Pays en crise politico-militaire depuis des décennies, la République centrafricaine semble ne pas sortir du spectre de la guerre. La réforme de la Constitution dans les tiroirs du Parlement avant son invalidation par la Cour constitutionnelle a agité les Centrafricains de tous bords. Le débat était vif, car la révision du texte fondamental de 2016 pourrait permettre à Faustin Archange Touadéra de rempiler pour un troisième mandat à la tête du pays.

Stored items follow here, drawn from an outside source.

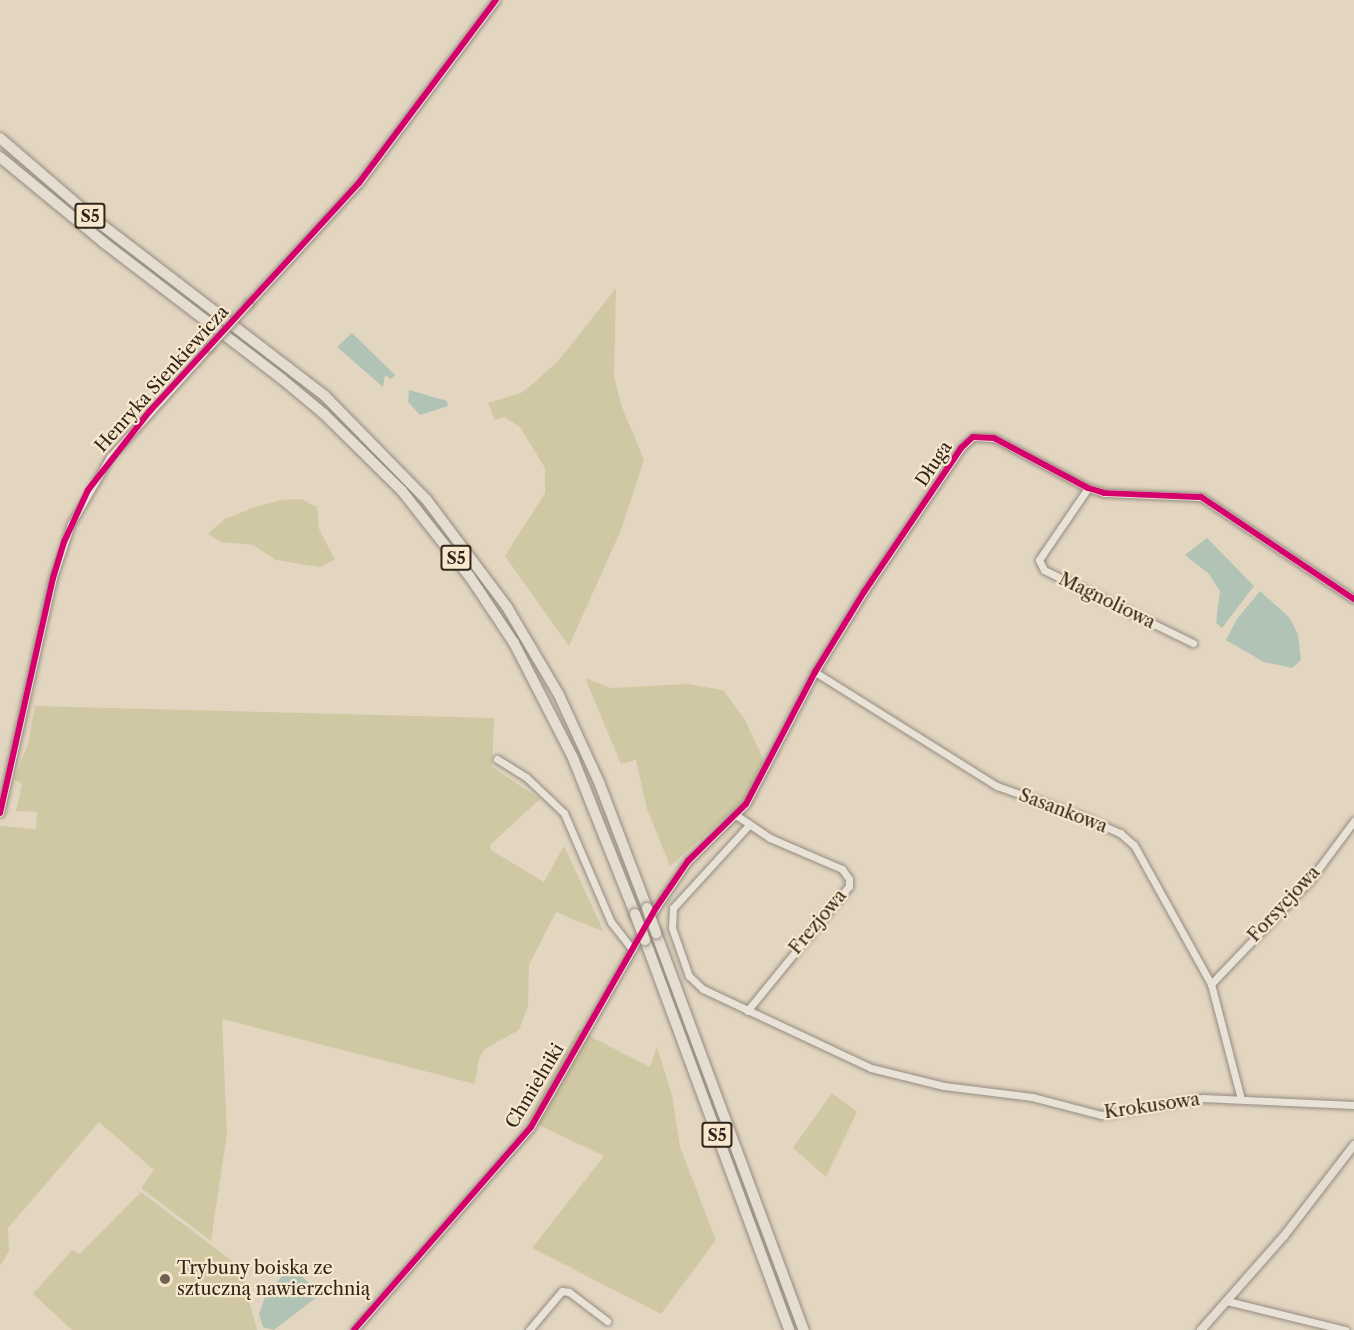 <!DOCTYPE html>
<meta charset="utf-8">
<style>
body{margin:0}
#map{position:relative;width:1354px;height:1330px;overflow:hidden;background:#e3d6c1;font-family:"Libre Caslon Text",serif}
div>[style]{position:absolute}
.green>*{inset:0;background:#d0c8a2}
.water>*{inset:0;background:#b1c3b4}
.roads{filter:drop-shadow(0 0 2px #958c80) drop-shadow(0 0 2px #958c80)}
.minor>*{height:7px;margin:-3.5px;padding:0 3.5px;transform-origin:3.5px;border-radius:3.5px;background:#e8e2d7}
.major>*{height:8px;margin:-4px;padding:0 4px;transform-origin:4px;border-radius:4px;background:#e4ddd0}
.highway>*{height:10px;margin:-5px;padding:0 5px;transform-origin:5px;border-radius:5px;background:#e4ddd0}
.bridges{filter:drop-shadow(0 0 2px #958c80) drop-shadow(0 0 2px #958c80)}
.minor-bridge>*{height:7px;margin:-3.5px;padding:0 3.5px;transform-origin:3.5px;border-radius:3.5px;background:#e8e2d7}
.highway-bridge>*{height:10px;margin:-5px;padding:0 5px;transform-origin:5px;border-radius:5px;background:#e4ddd0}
.cycleway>*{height:6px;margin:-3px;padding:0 3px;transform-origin:3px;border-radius:3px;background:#d6006c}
.dots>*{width:16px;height:16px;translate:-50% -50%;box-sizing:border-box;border:3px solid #f6e7ce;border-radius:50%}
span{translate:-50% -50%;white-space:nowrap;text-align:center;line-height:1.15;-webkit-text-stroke:4.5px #f6e7ce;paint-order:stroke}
.shield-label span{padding:2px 4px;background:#f6e7ce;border:2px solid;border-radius:4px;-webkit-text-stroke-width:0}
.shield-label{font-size:16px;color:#2f2518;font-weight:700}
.street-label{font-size:18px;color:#2f2518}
.poi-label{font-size:18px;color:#2f2518}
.left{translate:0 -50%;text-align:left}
</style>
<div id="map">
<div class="green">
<i style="clip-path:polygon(616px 288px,614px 376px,621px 405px,644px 460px,621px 530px,569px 646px,505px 556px,545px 493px,545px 468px,520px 427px,504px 417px,495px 420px,488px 403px,521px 393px,535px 382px,559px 360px)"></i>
<i style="clip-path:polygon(301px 499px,317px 507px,319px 529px,335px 560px,319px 567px,276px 560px,253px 545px,221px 542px,208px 534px,225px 519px,255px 507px,281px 500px)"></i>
<i style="clip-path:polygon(585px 678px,611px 688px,687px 684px,723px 690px,745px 720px,760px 752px,764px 766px,742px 803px,670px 866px,647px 809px,636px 760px,621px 764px)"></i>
<i style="clip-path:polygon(35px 706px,494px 718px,492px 767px,540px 799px,490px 845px,491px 850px,544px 882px,564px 846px,604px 932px,556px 912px,529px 965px,528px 1006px,519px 1030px,486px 1048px,479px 1058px,475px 1084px,222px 1019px,227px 1133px,211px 1241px,141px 1188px,154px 1170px,99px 1122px,8px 1228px,9px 1251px,0 1266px,0 826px,36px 829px,37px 812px,16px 811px,22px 784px,14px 779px,28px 744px)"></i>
<i style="clip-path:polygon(578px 1030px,650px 1067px,657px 1047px,672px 1095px,680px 1147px,716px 1240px,661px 1314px,532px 1248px,604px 1156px,528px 1120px)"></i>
<i style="clip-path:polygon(832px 1093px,857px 1112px,826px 1177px,793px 1148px)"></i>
<i style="clip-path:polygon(141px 1192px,240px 1267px,257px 1330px,72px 1330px,33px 1294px,72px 1250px,80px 1254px)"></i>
</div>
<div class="water">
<i style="clip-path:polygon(352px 333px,395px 375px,391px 379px,385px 375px,383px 387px,337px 347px)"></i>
<i style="clip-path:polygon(409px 390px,447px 401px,448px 406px,420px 415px,408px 402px)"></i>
<i style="clip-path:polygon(1207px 538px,1254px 586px,1222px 628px,1216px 623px,1220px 591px,1209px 574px,1185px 555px)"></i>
<i style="clip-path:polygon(1260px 591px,1289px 617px,1298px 634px,1301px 660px,1292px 668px,1264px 662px,1226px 640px,1237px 619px)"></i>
<i style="clip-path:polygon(294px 1261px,300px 1275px,317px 1290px,317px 1297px,274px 1330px,263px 1327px,259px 1314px,265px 1297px)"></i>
</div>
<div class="roads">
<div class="minor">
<i style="left:249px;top:303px;width:163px;rotate:-47.5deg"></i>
<i style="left:359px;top:183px;width:229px;rotate:-53.2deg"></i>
<i style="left:1088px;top:488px;width:80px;rotate:124.3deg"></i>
<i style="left:1043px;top:554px;width:7px;rotate:124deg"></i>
<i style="left:1039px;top:560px;width:11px;rotate:63deg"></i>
<i style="left:1044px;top:570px;width:166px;rotate:26.1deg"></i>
<i style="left:815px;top:672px;width:215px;rotate:32.1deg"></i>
<i style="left:997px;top:786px;width:89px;rotate:19.7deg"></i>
<i style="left:1081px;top:816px;width:43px;rotate:23.6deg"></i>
<i style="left:1120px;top:833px;width:18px;rotate:41deg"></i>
<i style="left:1134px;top:845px;width:159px;rotate:61deg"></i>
<i style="left:1211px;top:984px;width:119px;rotate:75.4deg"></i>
<i style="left:497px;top:759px;width:34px;rotate:32deg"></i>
<i style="left:526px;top:777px;width:52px;rotate:43.5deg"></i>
<i style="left:564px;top:813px;width:119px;rotate:66.7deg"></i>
<i style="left:611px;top:922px;width:34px;rotate:52deg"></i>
<i style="left:0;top:813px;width:241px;rotate:-77.3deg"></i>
<i style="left:53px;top:578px;width:57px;rotate:-71.6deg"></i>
<i style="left:71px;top:524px;width:78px;rotate:-59.8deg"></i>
<i style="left:110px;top:457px;width:148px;rotate:-48deg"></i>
<i style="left:736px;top:815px;width:41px;rotate:34.1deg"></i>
<i style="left:770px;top:838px;width:78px;rotate:23.3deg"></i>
<i style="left:842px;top:869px;width:12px;rotate:55deg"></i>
<i style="left:849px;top:879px;width:7px;rotate:90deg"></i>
<i style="left:849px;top:886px;width:161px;rotate:129.2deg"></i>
<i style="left:748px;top:826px;width:111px;rotate:132.4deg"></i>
<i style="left:673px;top:908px;width:20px;rotate:93deg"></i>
<i style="left:672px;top:928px;width:51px;rotate:70.5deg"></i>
<i style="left:689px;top:976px;width:19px;rotate:43deg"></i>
<i style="left:703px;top:989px;width:186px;rotate:25.2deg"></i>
<i style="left:871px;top:1068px;width:75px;rotate:13.9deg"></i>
<i style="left:944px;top:1086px;width:89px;rotate:7.1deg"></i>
<i style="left:1032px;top:1097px;width:71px;rotate:14.6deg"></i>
<i style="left:1101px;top:1115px;width:103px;rotate:-9.5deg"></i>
<i style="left:1203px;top:1098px;width:151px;rotate:2.7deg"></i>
<i style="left:1211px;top:984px;width:144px;rotate:-46.4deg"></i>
<i style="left:1310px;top:880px;width:74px;rotate:-53.3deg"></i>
<i style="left:1227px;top:1301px;width:122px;rotate:13.8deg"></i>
<i style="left:354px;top:1330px;width:269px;rotate:-48.9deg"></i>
<i style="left:531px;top:1127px;width:252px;rotate:-60.3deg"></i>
<i style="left:656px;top:908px;width:57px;rotate:-55.8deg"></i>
<i style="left:688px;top:861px;width:81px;rotate:-44.5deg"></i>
<i style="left:746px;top:804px;width:149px;rotate:-62.4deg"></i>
<i style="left:815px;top:672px;width:94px;rotate:-58.5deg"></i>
<i style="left:864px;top:592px;width:174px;rotate:-56deg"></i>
<i style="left:961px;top:448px;width:16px;rotate:-43deg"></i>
<i style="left:973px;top:437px;width:21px;rotate:3deg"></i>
<i style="left:994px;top:438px;width:106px;rotate:28deg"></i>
<i style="left:1088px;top:488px;width:17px;rotate:17deg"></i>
<i style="left:1104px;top:493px;width:97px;rotate:2.4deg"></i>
<i style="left:1201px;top:497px;width:184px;rotate:33.7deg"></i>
<i style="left:529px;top:1330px;width:51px;rotate:-49.8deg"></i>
<i style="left:562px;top:1291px;width:7px;rotate:8deg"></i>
<i style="left:569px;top:1292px;width:48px;rotate:37.3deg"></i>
</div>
<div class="major">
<i style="left:1201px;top:1330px;width:125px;rotate:-48.6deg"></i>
<i style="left:1284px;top:1236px;width:115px;rotate:-52.4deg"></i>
</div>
<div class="highway">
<i style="left:0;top:138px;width:123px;rotate:40.7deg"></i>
<i style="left:93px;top:218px;width:292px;rotate:37.5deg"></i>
<i style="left:325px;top:396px;width:144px;rotate:45.6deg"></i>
<i style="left:426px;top:499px;width:135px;rotate:53.1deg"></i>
<i style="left:507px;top:607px;width:102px;rotate:59.4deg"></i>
<i style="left:559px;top:695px;width:96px;rotate:65.3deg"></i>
<i style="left:599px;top:782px;width:135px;rotate:69.1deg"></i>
<i style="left:0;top:157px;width:134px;rotate:39.5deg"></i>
<i style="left:103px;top:242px;width:225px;rotate:37.4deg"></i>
<i style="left:282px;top:379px;width:55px;rotate:39.8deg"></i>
<i style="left:324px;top:414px;width:110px;rotate:44.6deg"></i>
<i style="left:402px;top:491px;width:110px;rotate:51.7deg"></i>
<i style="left:470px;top:577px;width:79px;rotate:56.3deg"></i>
<i style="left:514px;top:643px;width:129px;rotate:62.8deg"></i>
<i style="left:573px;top:758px;width:168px;rotate:68.3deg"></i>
<i style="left:656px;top:933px;width:424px;rotate:69.6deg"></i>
<i style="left:645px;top:940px;width:416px;rotate:69.7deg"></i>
</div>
</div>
<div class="bridges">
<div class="minor-bridge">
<i style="left:209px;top:347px;width:59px;rotate:-47.7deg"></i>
</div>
<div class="highway-bridge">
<i style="left:647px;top:908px;width:27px;rotate:70deg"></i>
<i style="left:635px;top:914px;width:28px;rotate:69deg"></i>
</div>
</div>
<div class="cycleway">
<i style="left:0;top:813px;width:241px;rotate:-77.3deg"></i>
<i style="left:53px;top:578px;width:38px;rotate:-73deg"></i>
<i style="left:64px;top:542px;width:57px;rotate:-65.2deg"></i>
<i style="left:88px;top:490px;width:99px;rotate:-52deg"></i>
<i style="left:149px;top:412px;width:311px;rotate:-47.5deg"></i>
<i style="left:359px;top:183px;width:229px;rotate:-53.2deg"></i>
<i style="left:354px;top:1330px;width:269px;rotate:-48.9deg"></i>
<i style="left:531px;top:1127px;width:252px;rotate:-60.3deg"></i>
<i style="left:656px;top:908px;width:57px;rotate:-55.8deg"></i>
<i style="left:688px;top:861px;width:81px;rotate:-44.5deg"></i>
<i style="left:746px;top:804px;width:149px;rotate:-62.4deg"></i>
<i style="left:815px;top:672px;width:94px;rotate:-58.5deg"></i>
<i style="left:864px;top:592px;width:174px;rotate:-56deg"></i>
<i style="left:961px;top:448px;width:16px;rotate:-43deg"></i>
<i style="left:973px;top:437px;width:21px;rotate:3deg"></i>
<i style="left:994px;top:438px;width:106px;rotate:28deg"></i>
<i style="left:1088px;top:488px;width:17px;rotate:17deg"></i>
<i style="left:1104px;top:493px;width:97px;rotate:2.4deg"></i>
<i style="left:1201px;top:497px;width:184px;rotate:33.7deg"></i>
</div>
<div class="dots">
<i style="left:165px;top:1279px;background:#6e6353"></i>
</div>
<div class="shield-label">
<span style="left:90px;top:216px">S5</span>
<span style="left:456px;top:558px">S5</span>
<span style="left:717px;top:1135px">S5</span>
</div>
<div class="street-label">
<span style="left:162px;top:379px;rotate:-48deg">Henryka Sienkiewicza</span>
<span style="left:934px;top:464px;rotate:-56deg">Długa</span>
<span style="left:1107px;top:601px;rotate:26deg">Magnoliowa</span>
<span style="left:1063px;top:811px;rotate:21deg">Sasankowa</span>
<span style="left:1284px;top:904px;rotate:-47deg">Forsycjowa</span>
<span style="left:818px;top:922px;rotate:-50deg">Frezjowa</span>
<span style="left:535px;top:1086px;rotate:-59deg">Chmielniki</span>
<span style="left:1152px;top:1106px;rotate:-8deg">Krokusowa</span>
</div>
<div class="poi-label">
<span class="left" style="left:177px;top:1279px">Trybuny boiska ze<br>sztuczną nawierzchnią</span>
</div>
</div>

Commentant le projet de nouvelle Constitution, le ministre conseiller spécial du président Touadéra, Fidèle Gouandjika, estimait que «ce que veut le peuple souverain, c’est une nouvelle Constitution et non une modification simpliste d’une Constitution qui a été mal écrite», pour justifier, selon lui, le recours au référendum. Tandis que la plus haute juridiction du pays, la Cour constitutionnelle a donné raison à l’opposition qu’il était inopportun de changer la Constitution au risque de mettre le pays à feu et à sang.

Mme Danièle Darlan
Mme Danièle Darlan

Ce refus de la Cour constitutionnelle de permettre le référendum constitutionnel a suscité la colère du pouvoir, notamment du président Touadéra qui a démis de leurs fonctions Danièle Darlan et Trinité Bango Sangafio, respectivement présidente et vice-président de cette haute instance judiciaire. Sous prétexte qu’ils avaient atteint l’âge limite pour la retraite.
Le barreau de Centrafrique est sorti à son tour du silence pour dénoncer la mise à la retraite de Danièle Darlan, désormais ex-présidente de la Cour constitutionnelle, et du juge Trinité Bango Sangafio. Tous les deux avaient été démis de leurs fonctions par décret présidentiel du 31 octobre 2022.
Le barreau jugeait la décision prise par le président Touadéra «illégale et anticonstitutionnelle». Me Emile Bizon, bâtonnier de l’Ordre des avocats de Centrafrique, était signataire de ce document. Pour lui, l’éviction de Danièle Darlan et de Trinité Bango Sangafio «procède de la volonté du pouvoir exécutif d’assujettir le pouvoir judiciaire».
«Très clairement, nous pensons que ce relèvement de Mme Darlan et de M. Sangafio relève du fait que le pouvoir exécutif n’était pas du tout content des décisions que la Cour constitutionnelle a rendues au mois de septembre 2022 et qui sont contraires à la volonté du pouvoir exécutif», selon lui.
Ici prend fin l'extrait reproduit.